### Task directions
Of all the lines in these entries, count those that contain "small" and give only the total.

### Record excerpts
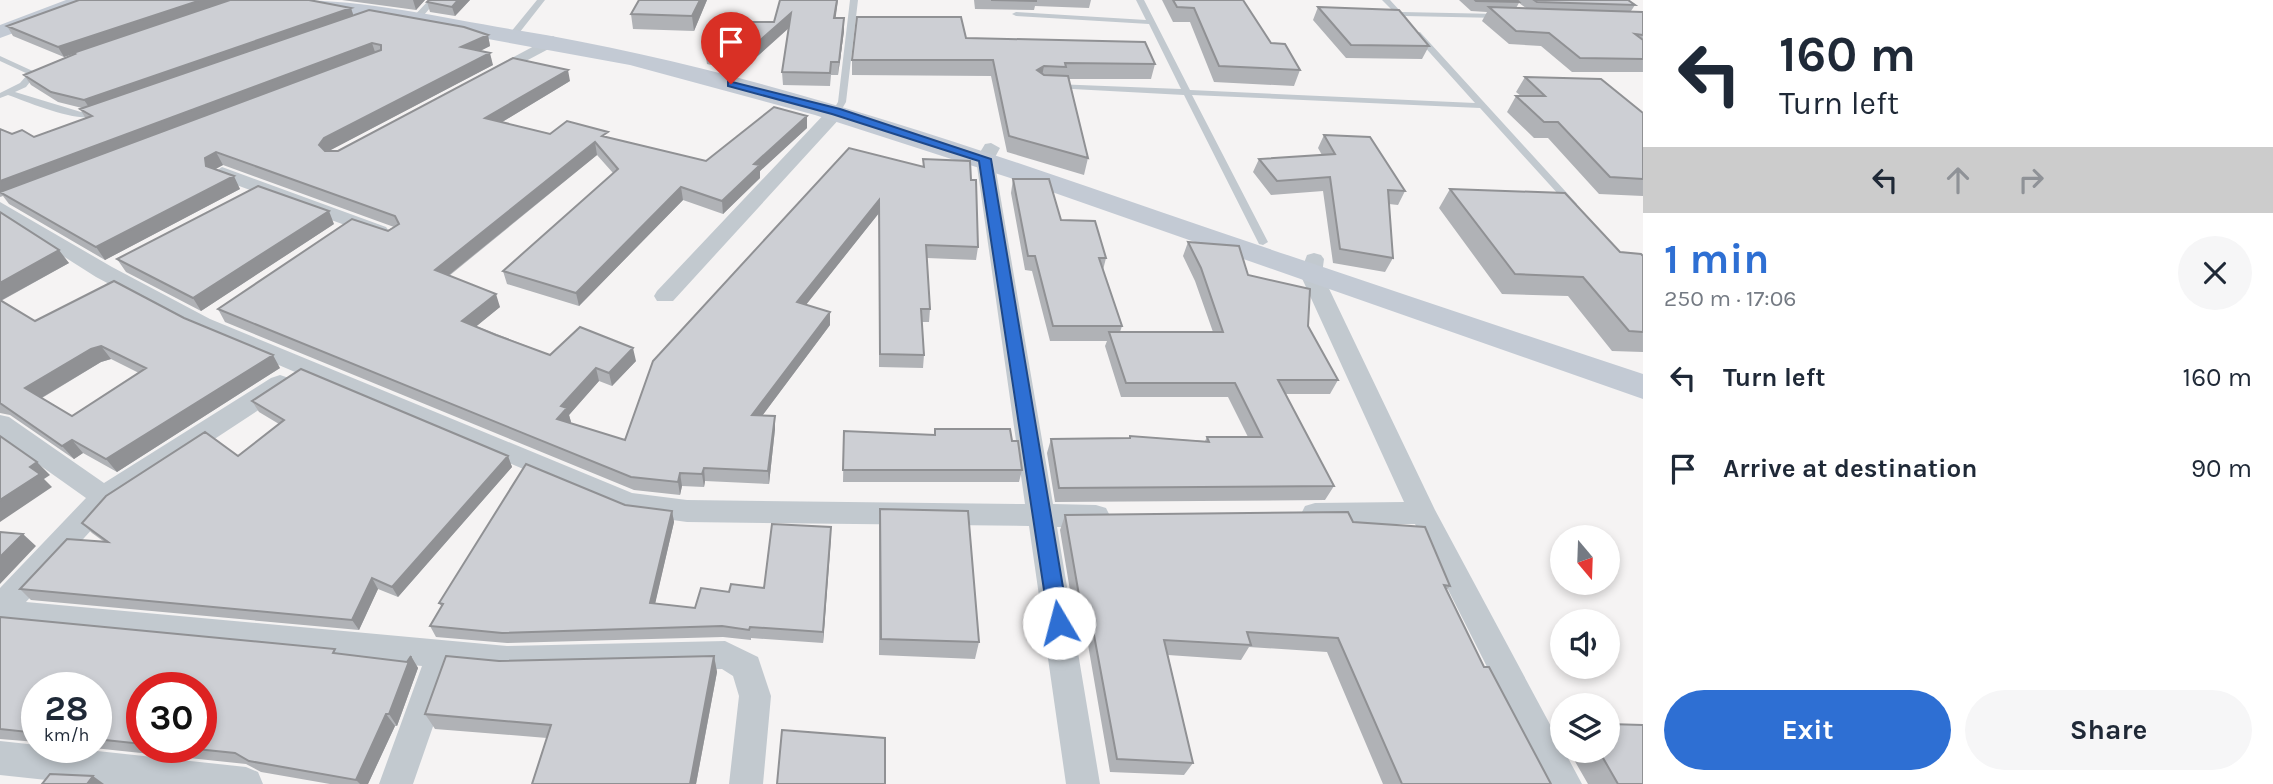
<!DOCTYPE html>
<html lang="en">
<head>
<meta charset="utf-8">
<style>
	body { margin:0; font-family:Karla,sans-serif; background:#f6f6f7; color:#1f2937; height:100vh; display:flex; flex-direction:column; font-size:26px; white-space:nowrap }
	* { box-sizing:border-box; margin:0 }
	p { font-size:23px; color:#747a83 }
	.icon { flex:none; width:38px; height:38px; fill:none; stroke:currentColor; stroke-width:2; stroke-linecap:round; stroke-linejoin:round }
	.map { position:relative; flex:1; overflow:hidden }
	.drawer { display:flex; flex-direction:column; background:#fff; width:630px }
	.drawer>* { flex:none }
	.banner { background:#fff; color:#1f2937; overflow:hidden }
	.needle { width:46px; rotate:161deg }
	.fabs { position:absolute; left:1550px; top:525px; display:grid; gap:14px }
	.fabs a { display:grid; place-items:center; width:70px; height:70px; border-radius:50%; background:#fff; box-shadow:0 4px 10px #0003; font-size:35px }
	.speed { position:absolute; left:21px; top:672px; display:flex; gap:14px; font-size:35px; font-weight:700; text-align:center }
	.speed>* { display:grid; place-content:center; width:91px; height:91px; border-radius:50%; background:#fff; box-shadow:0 4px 10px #0003; line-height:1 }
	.speed small { font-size:18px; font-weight:400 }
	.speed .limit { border:10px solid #d22; background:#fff; color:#111 }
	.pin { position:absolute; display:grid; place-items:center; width:60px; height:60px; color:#fff; margin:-72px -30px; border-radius:50% 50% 50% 0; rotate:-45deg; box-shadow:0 0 7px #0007 }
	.pin .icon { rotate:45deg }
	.me { position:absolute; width:77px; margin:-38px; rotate:352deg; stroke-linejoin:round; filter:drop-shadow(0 0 5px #0008) }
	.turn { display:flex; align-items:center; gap:24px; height:147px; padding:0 21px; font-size:32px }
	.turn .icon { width:91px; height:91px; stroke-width:2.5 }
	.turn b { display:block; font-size:49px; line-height:60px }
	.lanes { display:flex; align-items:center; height:66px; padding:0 21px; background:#0003; justify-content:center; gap:35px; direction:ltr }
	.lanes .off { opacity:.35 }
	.round { display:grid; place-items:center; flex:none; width:74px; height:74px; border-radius:37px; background:#f6f6f7 }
	.overview { display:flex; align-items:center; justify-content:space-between; height:119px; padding:0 21px }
	h1 { font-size:42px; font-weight:700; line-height:52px; color:#2e6fd3 }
	.cta { display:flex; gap:14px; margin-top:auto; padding:14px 21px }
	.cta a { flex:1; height:80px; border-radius:42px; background:#2e6fd3; color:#fff; font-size:28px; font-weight:700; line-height:80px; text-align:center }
	.cta a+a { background:#f6f6f7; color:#1f2937 }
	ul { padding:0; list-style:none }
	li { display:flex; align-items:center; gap:21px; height:91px; padding:0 21px }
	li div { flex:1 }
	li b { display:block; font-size:26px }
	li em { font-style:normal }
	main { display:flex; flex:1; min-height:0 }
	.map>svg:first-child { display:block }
</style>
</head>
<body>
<main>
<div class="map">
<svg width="1643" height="784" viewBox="0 0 1643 784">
	<rect width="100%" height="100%" fill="#f5f3f3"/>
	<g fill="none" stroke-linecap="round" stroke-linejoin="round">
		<path fill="#c2c9cf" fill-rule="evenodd" d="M429 0H437L417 23H411V19Z
			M537 0H545L516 37H510V33Z
			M850 0H858L846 102 839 114 836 115 832 112 838 102Z
			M1136 0H1144L1190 90 1475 103 1413 34 1420 32 1577 204 1575 206H1569L1480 108 1192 95 1268 242 1263 245 1259 244 1184 95 1054 88 1050 86 1054 84 1181 89 1149 24 1016 16 1012 14 1016 12 1146 20Z
			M1382 0H1390L1401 12 1499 14 1503 16 1499 18 1405 16 1409 21 1405 23Z
			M0 56 37 73 26 87 15 92 81 112 99 111 103 114C82 126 31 103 8 95L0 98V93L20 83 28 74 0 61Z"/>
		<path fill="#c2c9cf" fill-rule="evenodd" d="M553 36 561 41 558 44 494 78 488 80 480 75Z
			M836 107 842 108 845 112 842 116 673 301H657L654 296 657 291 830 108Z
			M991 143 1000 148 994 159 1053 504 1096 505 1106 508 1110 516 1106 524 1096 527H1057L1100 784H1066L1029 526 687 522 629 514 194 329 96 277 0 216V202L112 267 210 319 632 493 687 500 1025 504 976 159 985 144Z
			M222 167 386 227 389 231 386 235H372L215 177 213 173Z
			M1314 253 1321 255 1324 259 1322 274 1435 510 1582 784H1546L1415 524 1315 525 1305 522 1301 514 1305 506 1315 503 1404 502 1300 274 1307 255Z
			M280 375 289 378 292 384 289 390 114 505 26 602 507 646 725 641 758 657 771 696 763 784H729L739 696 733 676 722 669 507 674 453 669 413 784H379L422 666 0 626V588L86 498 0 437V415L9 417 104 483 271 378Z
			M0 741 37 745V747H60L246 767 258 772 263 784H84L0 775Z"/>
		<path fill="#c3cad4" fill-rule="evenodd" d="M66 0H95L92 4 0 38V25Z
			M293 0C368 0 443 18 516 30 737 66 951 139 1161 212 1322 267 1482 321 1643 374V399L1032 185 815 115 630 65 296 4Z"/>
	</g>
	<path fill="#b0b2b6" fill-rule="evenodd" d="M342 0H425L416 10Z
		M429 0H470L455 16 430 12 427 2Z
		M707 0 694 31 633 29 631 14Z
		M974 0H1091L1089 8 1035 6 1034 10 975 9Z
		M1162 0H1243L1271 43 1300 70 1294 86 1214 82 1190 22H1173Z
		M1459 0H1628L1635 5 1631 11 1643 12V72H1572L1541 46 1509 44 1482 21 1487 12 1471 11ZM1519 3 1526 8H1516Z
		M1318 7 1429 46 1422 59 1346 58 1313 20Z
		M351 8 353 15 488 35 490 46 480 51 493 65 328 151H338L570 81 502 122 550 134 609 138 706 161 807 116V128L760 171V178L723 214 683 200 579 306 507 284 503 271 613 173 597 155 449 276 500 307 476 326 550 355 636 361 612 386 599 381 569 415 571 422 569 423 625 440 923 166V159L978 247 976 260 927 258 930 309 929 322H922L924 355 923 368 879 367V213L806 304 830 325 762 416 775 429 769 484 705 481 704 487 682 486 680 495 634 490 225 322 218 309 394 227 223 165 215 169 240 189 105 260 9 204 3 196 0 197V129L12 134 34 137 86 119 80 109 82 108 58 102 31 85 24 75 73 54 64 57 13 36 7 26Z
		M836 18 844 31 838 75H831L830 86 783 85 782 72 789 28 740 72 707 64 705 51 774 22Z
		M966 38 1155 64 1151 79H1068L1088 158 1084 175 1007 152 991 76 852 75V60Z
		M1525 77 1643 113V196L1599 194 1548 138H1534L1507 112 1516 96H1521L1516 92Z
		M1324 135 1405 191 1398 205 1389 204 1393 258 1385 272 1333 263 1323 191 1271 195 1253 172 1259 159 1322 155 1318 148Z
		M1013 179 1106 258 1103 270 1122 326 1120 332H1213L1195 281 1183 256 1188 242 1248 275 1308 326 1338 380 1330 394H1285L1334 486 1325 500 1055 502 1047 453 1051 439H1129L1130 436 1205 441 1207 437H1248L1228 397H1121L1105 346 1107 341H1050L1032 271 1025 270 1011 193Z
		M1450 189 1620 252 1643 256V352L1612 351 1568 296 1502 294 1439 208Z
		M0 212 69 263 1 301 35 321 280 368 117 472 83 453 74 459 10 415 0 413ZM111 359 139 373 72 416 42 398 101 362Z
		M334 224 201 311 126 272 117 259Z
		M252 401 508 456 512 467 398 597 378 589 359 630 31 600 20 589 103 541 92 533 82 523 238 456 279 424 259 412Z
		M935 429 1012 441 1022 470 1019 482H843L844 431 934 435Z
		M625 505 672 511 674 522 655 603 695 608 729 592 764 588 831 527 823 643 751 638V640L723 637 507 643 436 637 430 626 442 607 439 603Z
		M880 509 979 642 975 659 879 655V526Z
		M1065 515 1353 522 1450 586 1446 591 1484 667 1551 784H1383L1327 652 1249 647 1241 660 1168 655 1193 763 1184 775 1110 772 1086 633H1077L1060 530Z
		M0 617 407 662 411 656 418 668 397 726H395L368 784H330L261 772 246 764 84 747H96V688H37V742L0 739ZM142 688 201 747H142Z
		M714 656 717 672 696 784H532L547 738 435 729 425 714Z
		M1569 751H1608L1643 784H1588Z"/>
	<path fill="#909194" d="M201 0H235L64 57 58 47Z
		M413 0H425L416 10Z
		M458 0H470L455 16 452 7Z
		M700 0H707L694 31 692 16Z
		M837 0H838L834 30V18Z
		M351 8 354 17 91 110 84 100Z
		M791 13 792 25 740 72 739 59Z
		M844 18V31L838 75 839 62Z
		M488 35 490 46 464 59 461 47Z
		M372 43 376 55 0 192V181Z
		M490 53 493 65 329 151 324 157 319 145 324 138Z
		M1044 66 1041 81 1037 70Z
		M568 70 570 81 489 130 485 118Z
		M807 116V128L760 171V178L723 214 722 201 754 164Z
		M595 142 597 155 439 283 435 270Z
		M216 152 223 165 212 171 206 166 205 158Z
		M234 176 240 189 105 260 96 247Z
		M681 187 683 200 579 306 576 293Z
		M879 200V213L798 315 797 302Z
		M329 211 334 224 201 311 193 298Z
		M59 250 69 263 0 301V283Z
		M496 294 500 307 467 334 462 321Z
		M830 312V325L753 428 752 415Z
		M101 346 111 359 101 362 36 401 25 388 91 349Z
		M633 348 636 361 612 386 609 373Z
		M273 355 280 368 117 472 106 459Z
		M596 368 599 381 569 415 571 422 561 433 557 419 561 406Z
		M775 416V429L769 484 768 471Z
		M72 440 83 453 74 459 62 446Z
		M508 456 512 467 398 597 392 587Z
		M37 462 50 475 44 479 52 487 0 522V500L30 467Z
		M704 468 705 481 704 487 702 474Z
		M680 473 682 486 680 495 678 482Z
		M672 511 674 522 653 613 650 603Z
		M831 527V538L823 643V632Z
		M23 534 36 546 0 584V557Z
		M372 578 378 589 359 630 352 620Z
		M411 656 418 668 397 726 389 714Z
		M714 656 717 672 696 784H690Z
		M386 714 395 726 368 784H360L356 780Z
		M93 776 104 784H87Z"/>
	<path fill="#cdcfd4" stroke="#909194" stroke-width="2" fill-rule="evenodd" d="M79 0H201L58 47 7 26Z
		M230 0H309L351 8 84 100 51 92 24 75 75 54 73 53Z
		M429 0H458L452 7 427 2Z
		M639 0H700L692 16 631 14Z
		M780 0H837L834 18H844L839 62H831L830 73 782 72 791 13 739 59 705 51 712 22H774Z
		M991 0H1036V1Z
		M1173 0H1243L1271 43 1285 44 1300 70 1219 66 1194 8 1177 7Z
		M1475 0H1517L1519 2 1476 1Z
		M1534 0H1628L1635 5 1537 2Z
		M1318 7 1399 10 1429 46 1351 45Z
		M1489 7 1643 12V35L1635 34 1643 40V59L1580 58 1549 33 1516 31Z
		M369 10 464 27 488 35 461 47 490 53 324 138 319 145 325 151H338L513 58 568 70 485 118 550 134 567 121 608 132 602 136 706 161 774 107 807 116 754 164 760 165 722 201 681 187 576 293 503 271 618 169 595 142 435 270 496 294 462 321 496 335 550 355 580 327 633 348 609 373 596 368 561 406 567 408 557 419 625 440 653 361 849 148 924 167 923 159 970 161 971 180H976L978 247 926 245 930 309H921L924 355 880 354 879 200 797 302 830 312 752 415 775 416 768 471 704 468 702 474 680 473 678 482 631 477 218 309 352 219 388 231 399 224 395 216 216 152 205 158 206 166 234 176 96 247 0 192 381 50V45L372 43 0 181V129L12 134 22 130 34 137 92 116 80 109Z
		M857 17H961L966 38 1145 42 1155 64 1065 63 1066 67 1044 66 1037 70 1044 75 1068 76 1088 158 1009 136 993 60H852Z
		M1525 77 1601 79 1643 113V179L1610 177 1558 122H1544L1516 96H1545Z
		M1324 135 1370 137 1405 191 1388 190 1393 258 1340 249 1330 177 1277 181 1259 159 1335 154Z
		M1013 179H1049L1061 220 1095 221 1106 258H1099L1122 326H1053L1035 256H1028Z
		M258 186 329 211 193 298 117 259Z
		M1450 189 1565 193 1620 252 1641 254 1643 256V332L1629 331 1583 277 1515 274Z
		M0 212 59 250 0 283Z
		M1188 242 1239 246 1248 275 1310 289 1308 326 1338 380H1278L1334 486 1059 488 1051 439 1130 438V436L1209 442 1207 437H1262L1235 383H1126L1109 332H1223L1201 268Z
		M114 281 184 318 273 355 106 459 72 440 62 446 0 403V300L35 321ZM101 346 146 368 72 416 25 388 91 349Z
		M301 369 508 456 392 587 372 578 352 620 20 589 67 539 108 542 82 523 106 496 205 432 238 456 284 420 252 401Z
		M935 429H1010L1012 441H1018L1022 470H843L844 431 935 435Z
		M0 436 37 462 30 467 40 474 0 500Z
		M526 464 625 505 672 511 650 603 695 608 701 588 729 592 731 584 764 588 772 524 831 527 823 632 750 627 749 630 722 626 502 633 430 626 443 604 439 603Z
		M880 509 968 511 979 642 881 639Z
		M1348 512 1353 522 1425 527 1450 586 1444 585 1484 667H1489L1551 784H1402L1338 638 1247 632 1251 645 1164 640 1193 763 1117 759 1091 619 1083 618 1065 515Z
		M0 532 23 534 0 557Z
		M0 617 335 649 333 653 407 662 411 656 389 714H386L356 780 249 761 235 753 177 747H201V688H142V744L96 739V688H37V733L0 729Z
		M446 656 499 661 714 656 690 784H532L551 725 425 714Z
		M1608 724 1643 725V784H1618L1599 751H1608Z
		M782 730 885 738V784H777Z
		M50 774 93 776 87 784H42Z"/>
	<path fill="#2e6fd3" stroke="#1e4889" stroke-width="2" d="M728 81 840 109 991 159 1069 623 1066 630 1059 632 1052 630 1049 623 979 161 832 114 728 86Z"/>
</svg>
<div class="fabs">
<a><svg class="needle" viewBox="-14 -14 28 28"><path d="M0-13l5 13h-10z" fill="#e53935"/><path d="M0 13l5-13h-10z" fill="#747a83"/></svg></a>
<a><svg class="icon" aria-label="sound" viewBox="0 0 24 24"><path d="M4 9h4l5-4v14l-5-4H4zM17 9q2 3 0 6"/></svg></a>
<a><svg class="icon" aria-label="layers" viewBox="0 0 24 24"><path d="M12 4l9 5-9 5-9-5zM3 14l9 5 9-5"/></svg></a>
</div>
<div class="speed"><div>28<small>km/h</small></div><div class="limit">30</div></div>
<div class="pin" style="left:731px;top:84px;background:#d93025"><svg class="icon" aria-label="arrive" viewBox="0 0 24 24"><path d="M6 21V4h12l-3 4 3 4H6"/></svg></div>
<svg class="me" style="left:1059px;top:623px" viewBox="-20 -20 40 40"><circle r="19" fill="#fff"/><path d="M0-13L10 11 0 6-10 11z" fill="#2e6fd3"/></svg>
</div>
<section class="drawer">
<div class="banner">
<div class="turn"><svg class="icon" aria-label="left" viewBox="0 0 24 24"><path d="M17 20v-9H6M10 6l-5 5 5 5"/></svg><div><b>160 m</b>Turn left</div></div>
<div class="lanes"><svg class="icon" aria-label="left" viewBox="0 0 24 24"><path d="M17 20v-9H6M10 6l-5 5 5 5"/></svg><svg class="icon off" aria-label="ahead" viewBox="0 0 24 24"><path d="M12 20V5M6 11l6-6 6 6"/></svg><svg class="icon off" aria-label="right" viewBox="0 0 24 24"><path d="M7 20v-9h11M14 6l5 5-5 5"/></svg></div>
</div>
<div class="overview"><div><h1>1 min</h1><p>250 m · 17:06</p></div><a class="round"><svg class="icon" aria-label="close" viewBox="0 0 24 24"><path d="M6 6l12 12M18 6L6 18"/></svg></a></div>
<ul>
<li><svg class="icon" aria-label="left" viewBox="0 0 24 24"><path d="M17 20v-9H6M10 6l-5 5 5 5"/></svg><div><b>Turn left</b></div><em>160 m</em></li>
<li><svg class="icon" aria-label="arrive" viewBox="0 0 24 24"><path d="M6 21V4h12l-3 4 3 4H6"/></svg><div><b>Arrive at destination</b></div><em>90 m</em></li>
</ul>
<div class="cta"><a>Exit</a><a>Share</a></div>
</section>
</main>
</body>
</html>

### Solution below
2